# [Saved data entries]
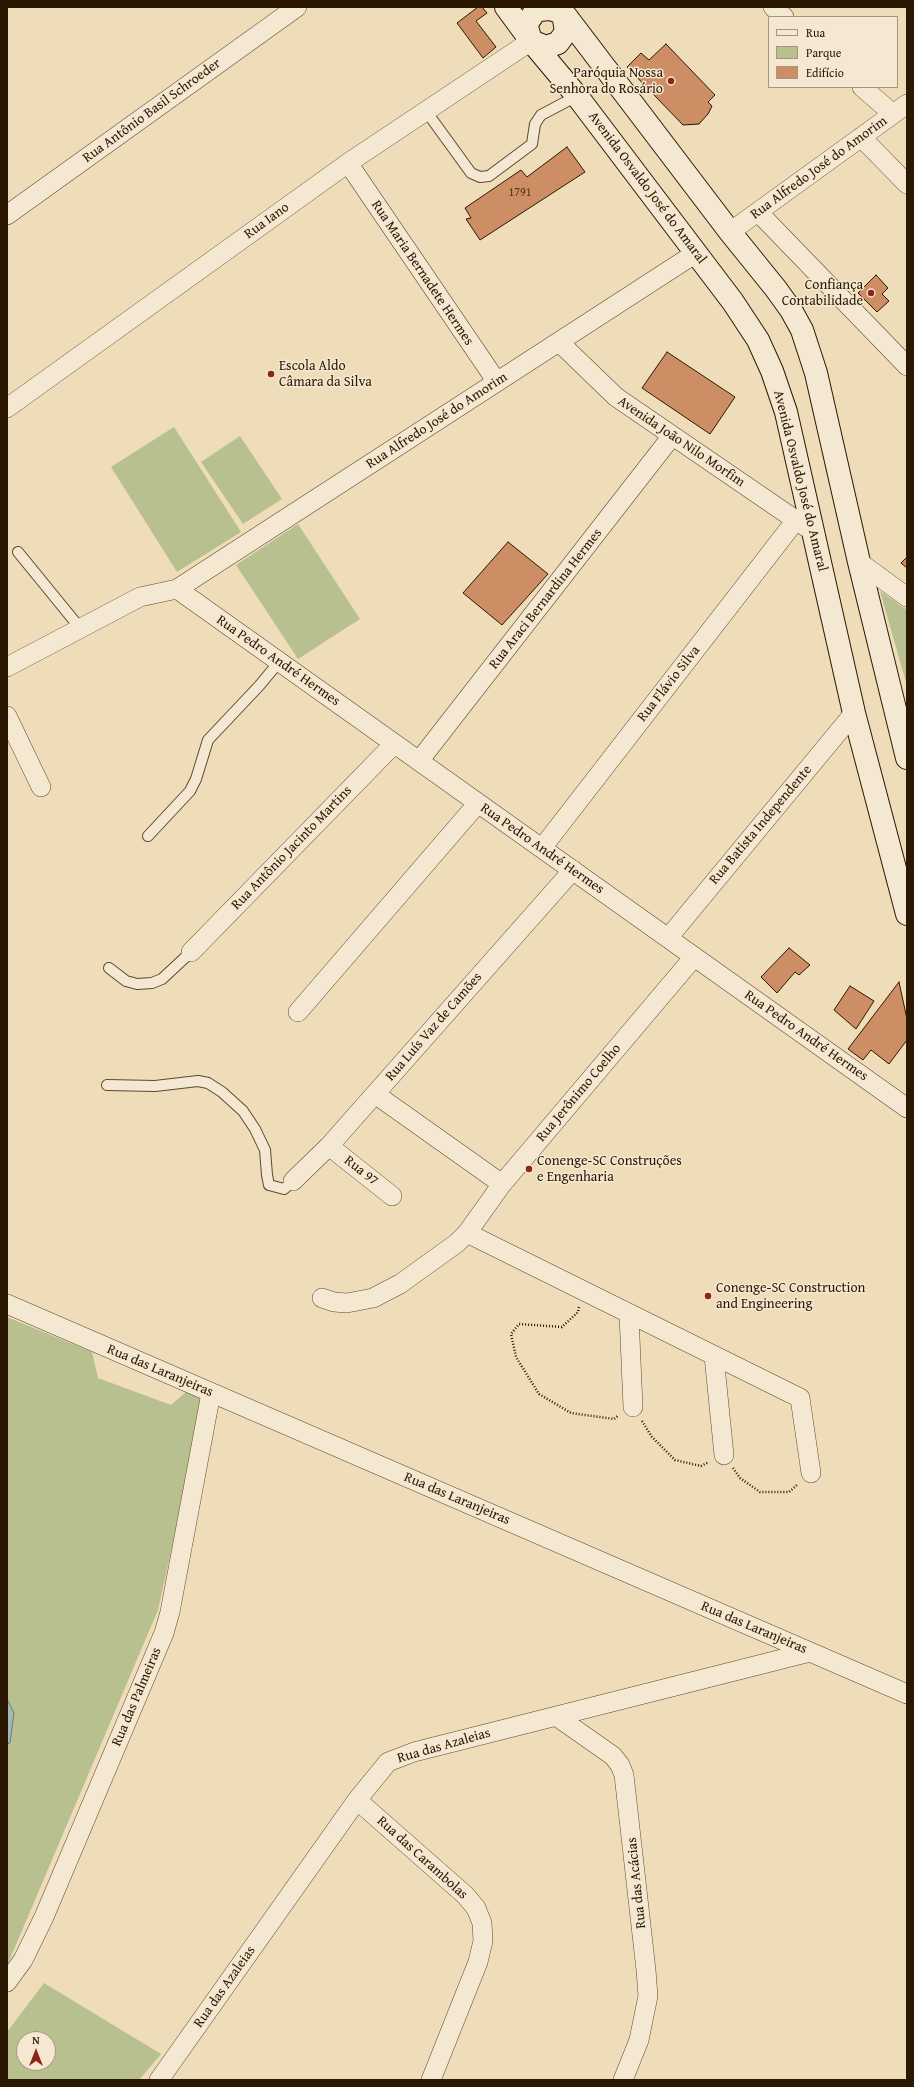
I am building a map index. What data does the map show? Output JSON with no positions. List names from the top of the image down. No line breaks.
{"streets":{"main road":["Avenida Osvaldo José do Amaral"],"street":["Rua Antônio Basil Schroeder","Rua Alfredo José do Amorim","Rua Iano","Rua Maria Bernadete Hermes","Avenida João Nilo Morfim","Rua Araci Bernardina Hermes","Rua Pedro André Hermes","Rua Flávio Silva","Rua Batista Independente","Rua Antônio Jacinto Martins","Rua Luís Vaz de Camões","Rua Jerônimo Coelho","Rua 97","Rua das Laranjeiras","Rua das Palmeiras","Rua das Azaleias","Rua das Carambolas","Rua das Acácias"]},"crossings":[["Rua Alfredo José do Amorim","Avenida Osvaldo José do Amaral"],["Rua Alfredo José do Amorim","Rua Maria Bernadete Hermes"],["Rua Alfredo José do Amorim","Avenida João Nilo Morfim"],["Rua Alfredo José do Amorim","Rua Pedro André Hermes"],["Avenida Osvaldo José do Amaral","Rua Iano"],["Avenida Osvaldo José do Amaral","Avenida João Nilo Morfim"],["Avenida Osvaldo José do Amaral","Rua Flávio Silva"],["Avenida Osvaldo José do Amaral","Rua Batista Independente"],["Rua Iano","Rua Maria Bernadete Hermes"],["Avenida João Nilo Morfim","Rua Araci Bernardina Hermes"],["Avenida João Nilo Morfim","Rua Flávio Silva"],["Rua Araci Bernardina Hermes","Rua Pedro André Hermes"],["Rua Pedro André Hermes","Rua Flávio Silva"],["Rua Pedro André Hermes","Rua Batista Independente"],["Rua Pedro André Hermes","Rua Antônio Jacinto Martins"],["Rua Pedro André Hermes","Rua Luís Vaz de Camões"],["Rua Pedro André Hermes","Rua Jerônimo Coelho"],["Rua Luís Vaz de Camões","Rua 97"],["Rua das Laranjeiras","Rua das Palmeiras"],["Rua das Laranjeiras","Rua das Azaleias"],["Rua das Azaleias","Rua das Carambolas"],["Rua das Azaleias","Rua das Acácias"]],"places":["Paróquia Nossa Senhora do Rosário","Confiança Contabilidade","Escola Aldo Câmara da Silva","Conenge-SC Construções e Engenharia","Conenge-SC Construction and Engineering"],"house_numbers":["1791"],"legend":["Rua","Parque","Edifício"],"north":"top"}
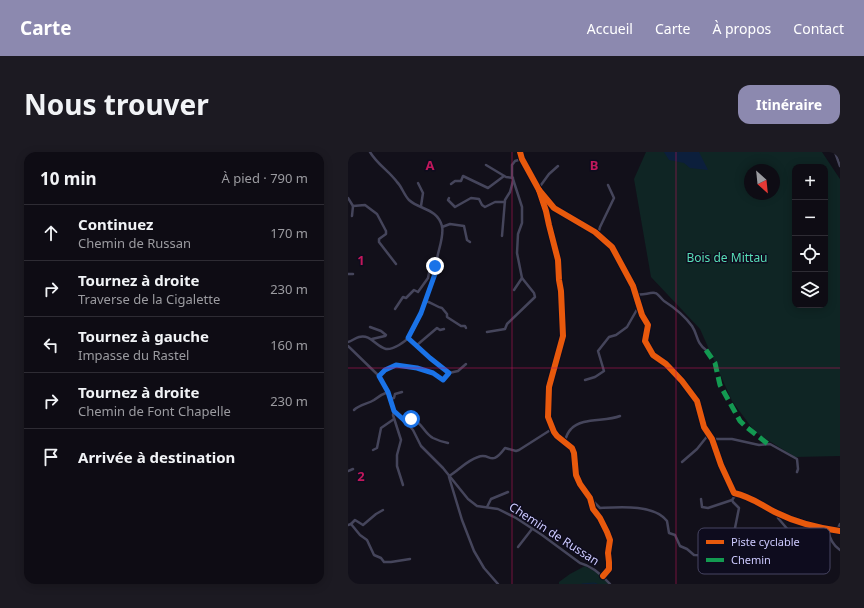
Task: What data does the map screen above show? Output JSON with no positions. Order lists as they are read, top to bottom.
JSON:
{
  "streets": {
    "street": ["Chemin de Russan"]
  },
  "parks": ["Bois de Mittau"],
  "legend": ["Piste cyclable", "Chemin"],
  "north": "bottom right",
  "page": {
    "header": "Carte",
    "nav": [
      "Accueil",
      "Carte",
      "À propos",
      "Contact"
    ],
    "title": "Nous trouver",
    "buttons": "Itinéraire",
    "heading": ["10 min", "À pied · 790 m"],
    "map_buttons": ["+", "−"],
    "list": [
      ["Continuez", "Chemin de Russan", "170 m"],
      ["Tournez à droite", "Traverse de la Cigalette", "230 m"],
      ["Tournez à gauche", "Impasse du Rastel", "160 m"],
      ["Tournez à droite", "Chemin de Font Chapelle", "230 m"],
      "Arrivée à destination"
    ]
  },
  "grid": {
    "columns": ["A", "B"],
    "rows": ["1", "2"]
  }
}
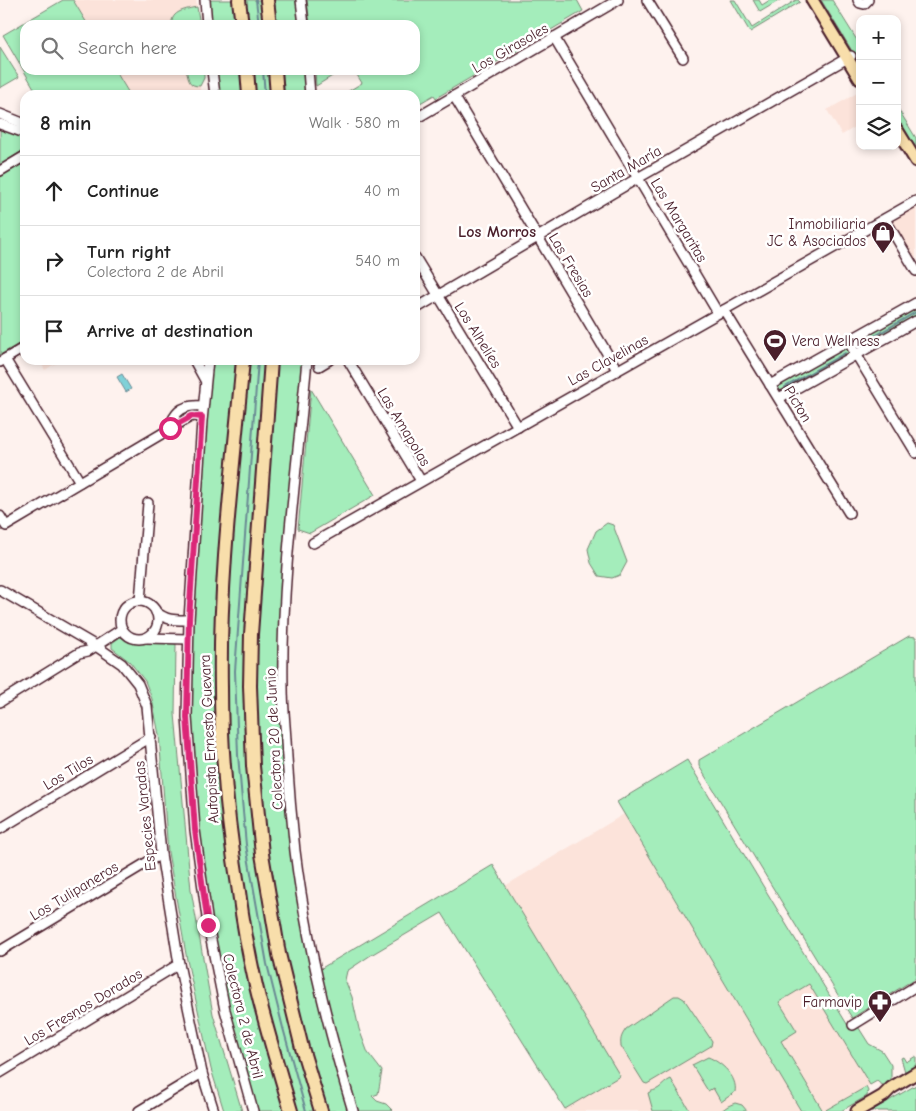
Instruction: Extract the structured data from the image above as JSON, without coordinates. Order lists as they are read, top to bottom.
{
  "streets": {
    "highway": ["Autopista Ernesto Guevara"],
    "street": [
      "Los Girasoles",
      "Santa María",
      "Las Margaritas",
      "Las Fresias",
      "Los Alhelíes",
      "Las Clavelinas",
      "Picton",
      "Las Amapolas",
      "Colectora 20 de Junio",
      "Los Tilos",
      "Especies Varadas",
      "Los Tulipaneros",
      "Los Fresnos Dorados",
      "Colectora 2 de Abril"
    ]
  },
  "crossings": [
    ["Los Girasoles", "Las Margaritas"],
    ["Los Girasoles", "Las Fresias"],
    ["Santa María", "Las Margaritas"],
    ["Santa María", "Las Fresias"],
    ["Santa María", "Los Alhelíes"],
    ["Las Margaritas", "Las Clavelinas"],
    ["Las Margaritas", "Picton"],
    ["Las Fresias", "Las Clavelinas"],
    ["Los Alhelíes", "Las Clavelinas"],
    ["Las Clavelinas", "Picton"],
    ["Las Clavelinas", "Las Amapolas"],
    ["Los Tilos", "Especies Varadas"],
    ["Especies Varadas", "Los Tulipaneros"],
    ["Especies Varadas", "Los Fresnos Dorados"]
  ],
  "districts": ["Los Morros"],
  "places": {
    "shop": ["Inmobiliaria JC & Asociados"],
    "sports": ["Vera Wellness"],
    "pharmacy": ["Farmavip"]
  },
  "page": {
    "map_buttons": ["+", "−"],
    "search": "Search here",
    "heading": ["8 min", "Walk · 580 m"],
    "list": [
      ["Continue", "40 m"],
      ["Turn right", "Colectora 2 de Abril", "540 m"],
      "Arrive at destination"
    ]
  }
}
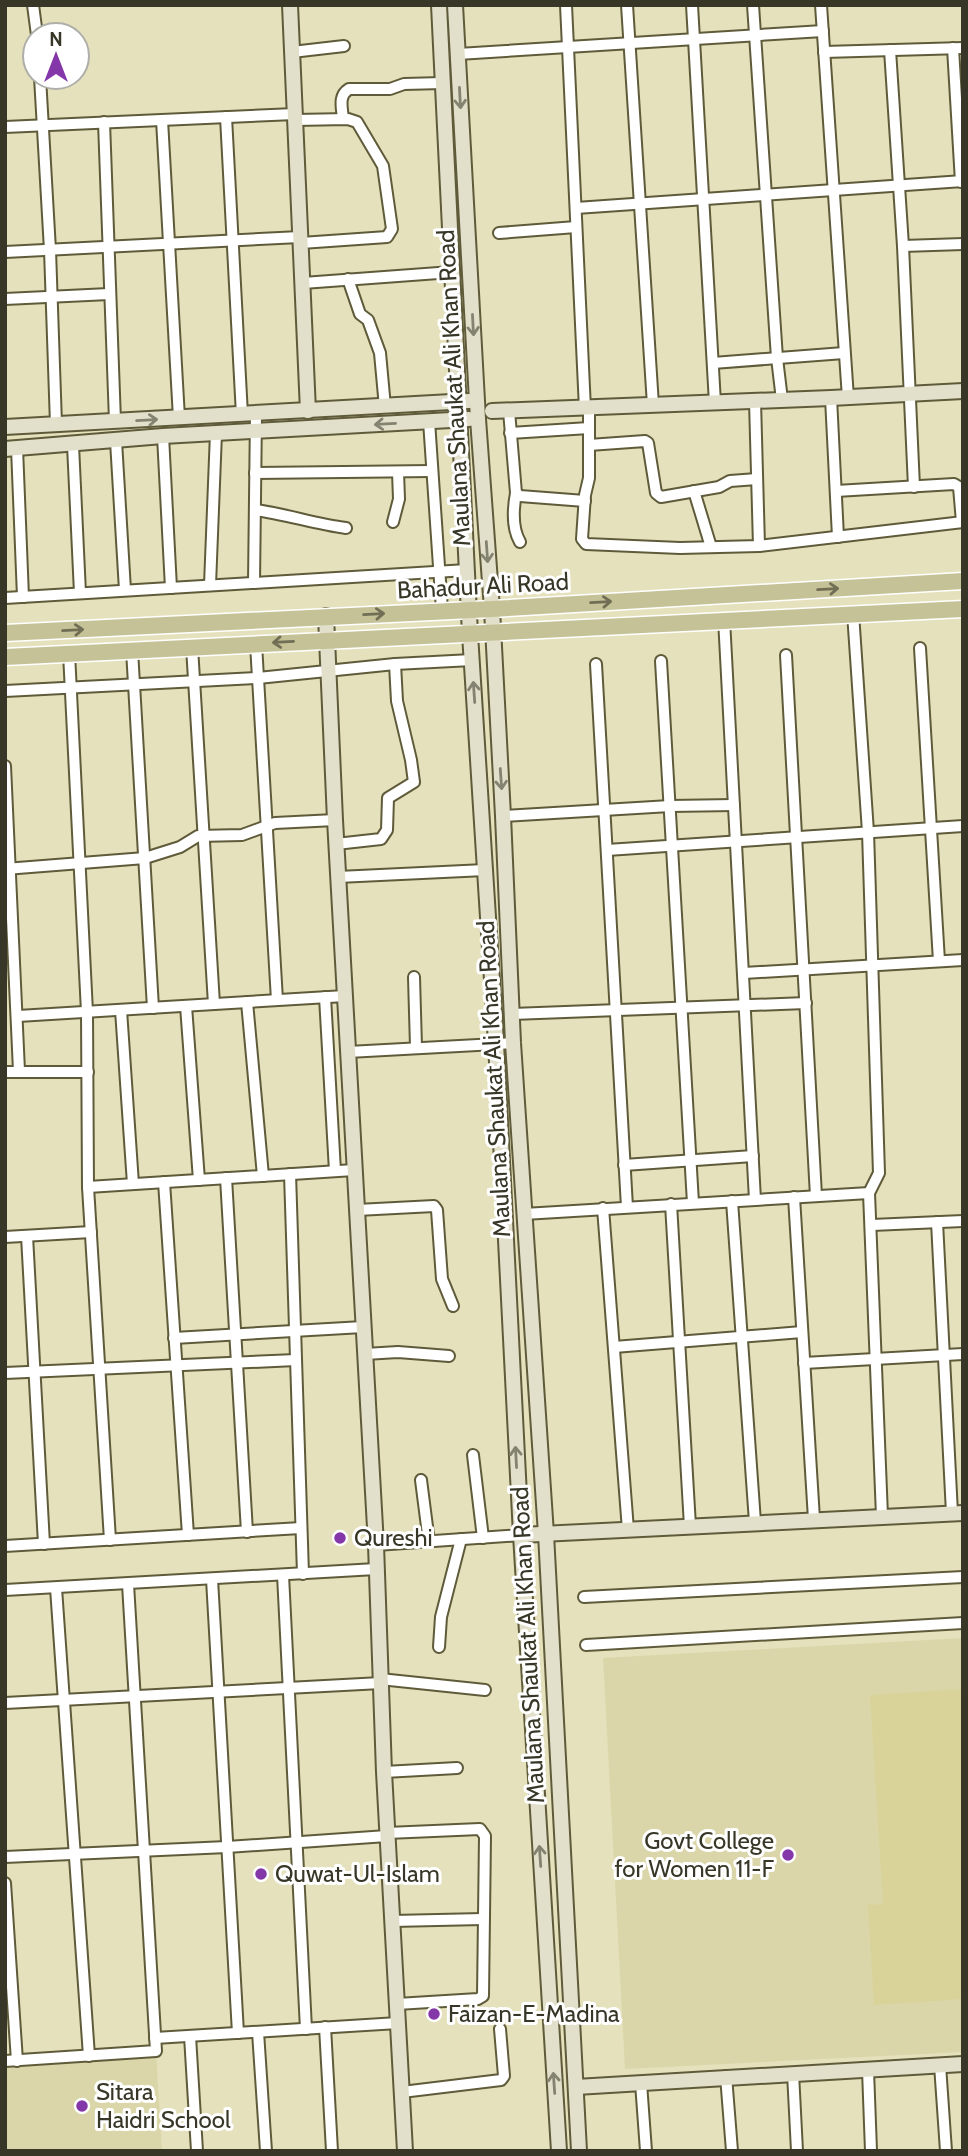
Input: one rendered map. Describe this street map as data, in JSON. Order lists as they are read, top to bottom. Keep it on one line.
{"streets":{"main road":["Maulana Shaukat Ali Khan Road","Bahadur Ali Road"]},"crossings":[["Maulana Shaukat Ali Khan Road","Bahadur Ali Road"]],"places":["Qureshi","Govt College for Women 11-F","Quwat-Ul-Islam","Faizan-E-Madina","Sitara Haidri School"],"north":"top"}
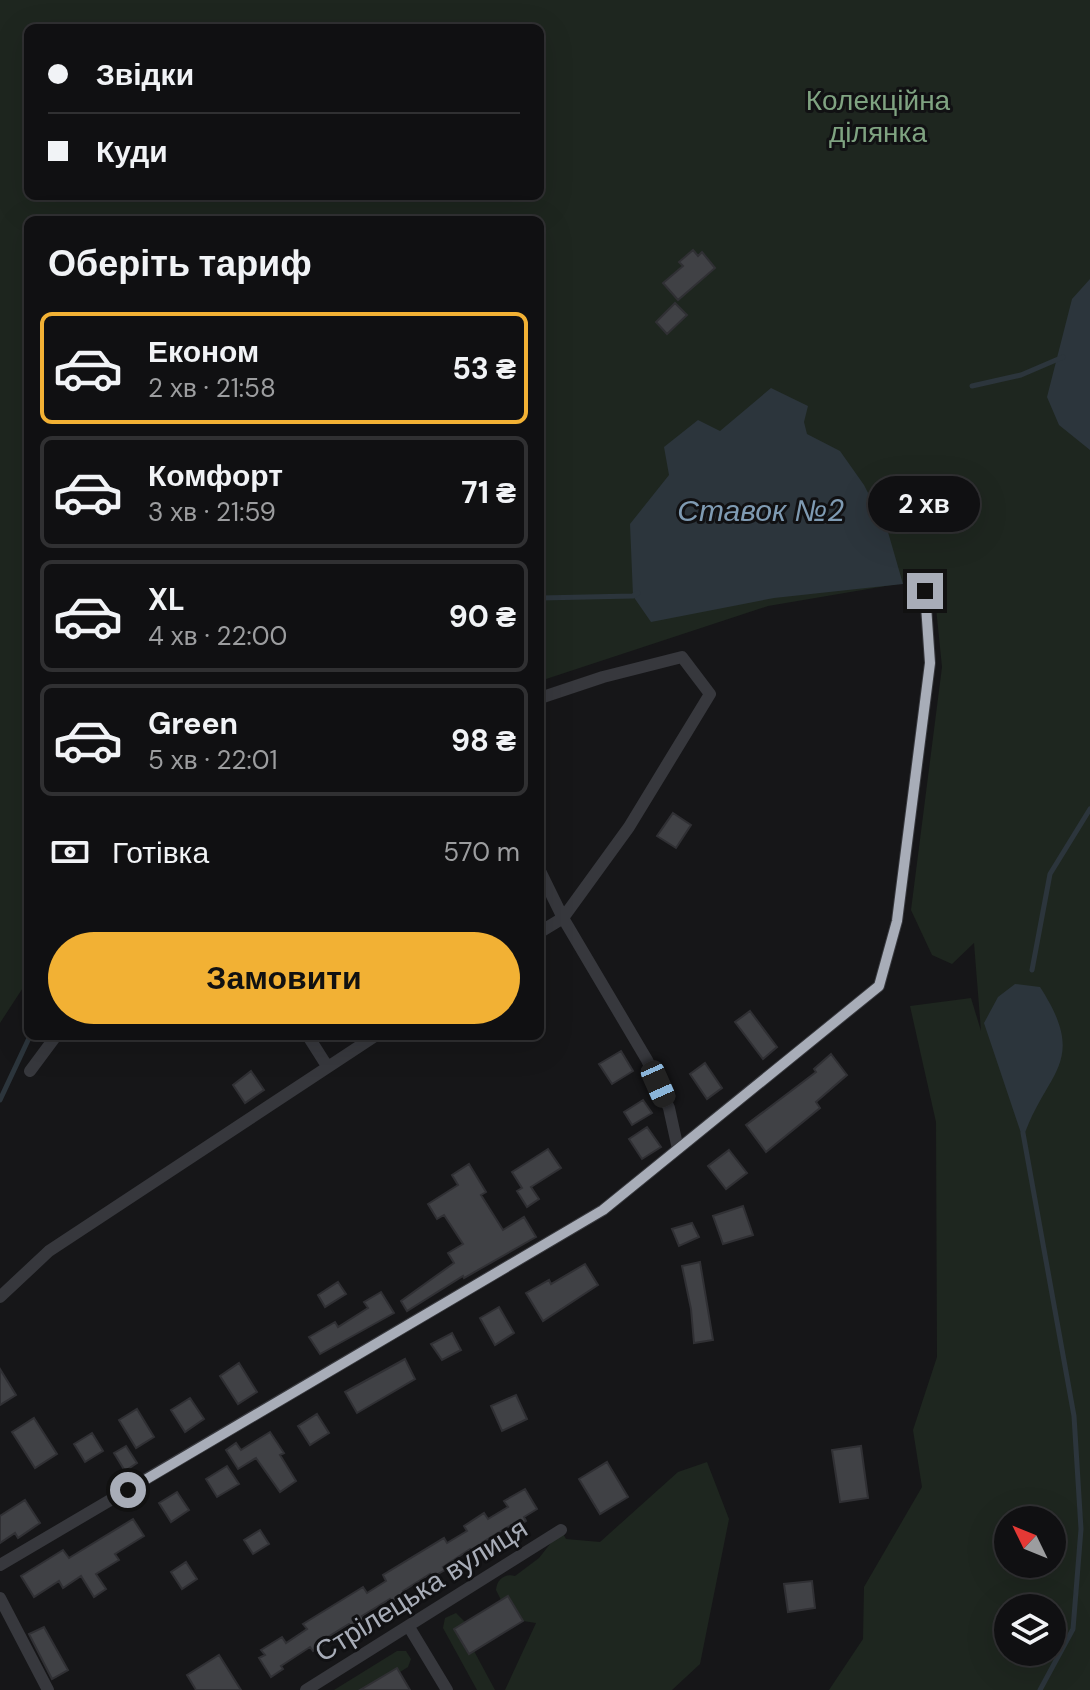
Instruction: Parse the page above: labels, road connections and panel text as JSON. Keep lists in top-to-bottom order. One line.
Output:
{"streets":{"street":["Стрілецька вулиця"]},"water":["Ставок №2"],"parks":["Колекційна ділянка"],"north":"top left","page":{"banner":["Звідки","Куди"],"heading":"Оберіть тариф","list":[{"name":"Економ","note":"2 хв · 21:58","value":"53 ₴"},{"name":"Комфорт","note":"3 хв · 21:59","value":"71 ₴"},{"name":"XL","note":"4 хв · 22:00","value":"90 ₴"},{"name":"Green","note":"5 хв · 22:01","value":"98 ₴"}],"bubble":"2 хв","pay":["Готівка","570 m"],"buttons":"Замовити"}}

# [ACTION ITEM]
Which lines of the data include the string "positions"? Find them and copy each one.

# [OUTPUT]
I am building a map index. What data does the map show? Output JSON with no positions. List names from the top of the image down. No line breaks.
Task: What data does the map screen above show? Output JSON with no positions. Order lists as they are read, top to bottom.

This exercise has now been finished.